Where a line in the listing contains the string "Friendly", copy that line out.

▶

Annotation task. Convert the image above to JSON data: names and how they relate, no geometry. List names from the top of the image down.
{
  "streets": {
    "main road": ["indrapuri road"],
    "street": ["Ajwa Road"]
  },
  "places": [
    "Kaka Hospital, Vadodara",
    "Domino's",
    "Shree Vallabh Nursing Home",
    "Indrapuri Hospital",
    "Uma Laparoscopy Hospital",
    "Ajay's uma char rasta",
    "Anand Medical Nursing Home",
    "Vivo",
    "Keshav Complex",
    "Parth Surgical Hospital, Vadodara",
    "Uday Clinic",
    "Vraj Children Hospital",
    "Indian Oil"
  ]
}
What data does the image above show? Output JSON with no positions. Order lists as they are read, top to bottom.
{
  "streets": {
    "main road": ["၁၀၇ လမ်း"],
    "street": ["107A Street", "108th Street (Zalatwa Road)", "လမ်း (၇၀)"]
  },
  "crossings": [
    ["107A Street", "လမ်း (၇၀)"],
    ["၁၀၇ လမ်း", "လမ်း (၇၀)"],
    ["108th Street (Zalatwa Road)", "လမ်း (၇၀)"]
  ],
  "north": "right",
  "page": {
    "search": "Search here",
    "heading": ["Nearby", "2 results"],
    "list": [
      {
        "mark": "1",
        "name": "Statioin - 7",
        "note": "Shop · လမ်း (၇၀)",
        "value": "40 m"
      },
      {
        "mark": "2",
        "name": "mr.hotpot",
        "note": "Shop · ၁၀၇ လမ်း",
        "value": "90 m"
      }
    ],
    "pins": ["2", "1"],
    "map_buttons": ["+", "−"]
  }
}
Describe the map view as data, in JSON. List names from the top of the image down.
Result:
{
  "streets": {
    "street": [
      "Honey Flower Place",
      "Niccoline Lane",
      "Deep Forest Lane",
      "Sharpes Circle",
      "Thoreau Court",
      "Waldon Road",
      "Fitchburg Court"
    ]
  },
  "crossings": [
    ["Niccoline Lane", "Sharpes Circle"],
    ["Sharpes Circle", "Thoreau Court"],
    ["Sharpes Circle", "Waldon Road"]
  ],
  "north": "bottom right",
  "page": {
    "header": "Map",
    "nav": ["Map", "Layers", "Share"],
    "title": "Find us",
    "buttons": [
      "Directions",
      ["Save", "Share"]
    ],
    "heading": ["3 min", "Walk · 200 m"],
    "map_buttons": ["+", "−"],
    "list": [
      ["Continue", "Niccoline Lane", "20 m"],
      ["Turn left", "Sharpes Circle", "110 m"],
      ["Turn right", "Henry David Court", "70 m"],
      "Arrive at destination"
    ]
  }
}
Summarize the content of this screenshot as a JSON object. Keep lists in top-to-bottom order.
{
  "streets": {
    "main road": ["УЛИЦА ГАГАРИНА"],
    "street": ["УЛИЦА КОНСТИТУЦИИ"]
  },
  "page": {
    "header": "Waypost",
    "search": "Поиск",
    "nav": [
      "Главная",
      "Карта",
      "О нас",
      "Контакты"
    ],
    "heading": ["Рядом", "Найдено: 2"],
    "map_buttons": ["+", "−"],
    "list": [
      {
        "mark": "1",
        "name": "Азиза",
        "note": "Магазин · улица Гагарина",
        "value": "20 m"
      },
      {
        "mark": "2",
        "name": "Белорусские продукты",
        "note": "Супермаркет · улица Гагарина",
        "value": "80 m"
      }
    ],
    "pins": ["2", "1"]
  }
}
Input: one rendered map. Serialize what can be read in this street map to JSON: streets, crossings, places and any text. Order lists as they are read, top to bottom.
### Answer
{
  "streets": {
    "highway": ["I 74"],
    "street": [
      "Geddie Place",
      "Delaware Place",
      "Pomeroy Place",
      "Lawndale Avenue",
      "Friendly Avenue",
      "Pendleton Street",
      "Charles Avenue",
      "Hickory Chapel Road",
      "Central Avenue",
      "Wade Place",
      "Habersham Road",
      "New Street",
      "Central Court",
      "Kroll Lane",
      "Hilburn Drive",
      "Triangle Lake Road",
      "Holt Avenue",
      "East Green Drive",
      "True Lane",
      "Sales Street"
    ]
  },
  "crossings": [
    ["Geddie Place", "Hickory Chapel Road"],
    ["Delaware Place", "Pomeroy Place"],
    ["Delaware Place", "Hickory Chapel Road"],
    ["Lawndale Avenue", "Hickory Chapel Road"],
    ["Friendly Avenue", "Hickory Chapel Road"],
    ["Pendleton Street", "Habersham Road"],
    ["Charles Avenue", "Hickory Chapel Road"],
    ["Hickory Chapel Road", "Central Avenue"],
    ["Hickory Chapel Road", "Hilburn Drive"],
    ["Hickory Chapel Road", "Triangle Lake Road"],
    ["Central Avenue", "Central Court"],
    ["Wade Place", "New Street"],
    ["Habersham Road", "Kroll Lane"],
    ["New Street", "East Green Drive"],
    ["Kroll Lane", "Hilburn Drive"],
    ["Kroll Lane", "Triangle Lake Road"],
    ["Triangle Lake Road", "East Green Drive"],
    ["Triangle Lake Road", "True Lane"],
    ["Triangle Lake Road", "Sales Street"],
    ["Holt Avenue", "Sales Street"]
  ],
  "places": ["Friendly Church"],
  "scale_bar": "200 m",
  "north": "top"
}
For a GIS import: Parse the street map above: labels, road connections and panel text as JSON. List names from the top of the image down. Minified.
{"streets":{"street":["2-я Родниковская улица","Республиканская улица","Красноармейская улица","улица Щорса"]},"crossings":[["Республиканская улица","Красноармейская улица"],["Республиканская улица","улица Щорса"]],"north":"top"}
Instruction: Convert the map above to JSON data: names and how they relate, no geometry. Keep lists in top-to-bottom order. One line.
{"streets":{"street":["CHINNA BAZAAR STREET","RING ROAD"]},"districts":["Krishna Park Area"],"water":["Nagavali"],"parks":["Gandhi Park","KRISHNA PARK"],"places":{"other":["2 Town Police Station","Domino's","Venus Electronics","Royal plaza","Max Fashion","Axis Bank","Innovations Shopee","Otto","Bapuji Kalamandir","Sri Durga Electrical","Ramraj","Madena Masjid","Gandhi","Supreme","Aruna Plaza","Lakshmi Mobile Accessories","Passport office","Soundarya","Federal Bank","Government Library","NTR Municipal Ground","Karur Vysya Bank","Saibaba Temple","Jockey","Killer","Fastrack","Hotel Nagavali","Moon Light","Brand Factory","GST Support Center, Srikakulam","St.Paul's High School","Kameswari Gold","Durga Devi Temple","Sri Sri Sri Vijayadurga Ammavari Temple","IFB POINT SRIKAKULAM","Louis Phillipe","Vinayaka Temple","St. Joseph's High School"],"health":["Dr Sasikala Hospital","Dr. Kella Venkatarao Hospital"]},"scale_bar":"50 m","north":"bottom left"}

◀

> Result of this task
      "Friendly Avenue",
    ["Friendly Avenue", "Hickory Chapel Road"],
  "places": ["Friendly Church"],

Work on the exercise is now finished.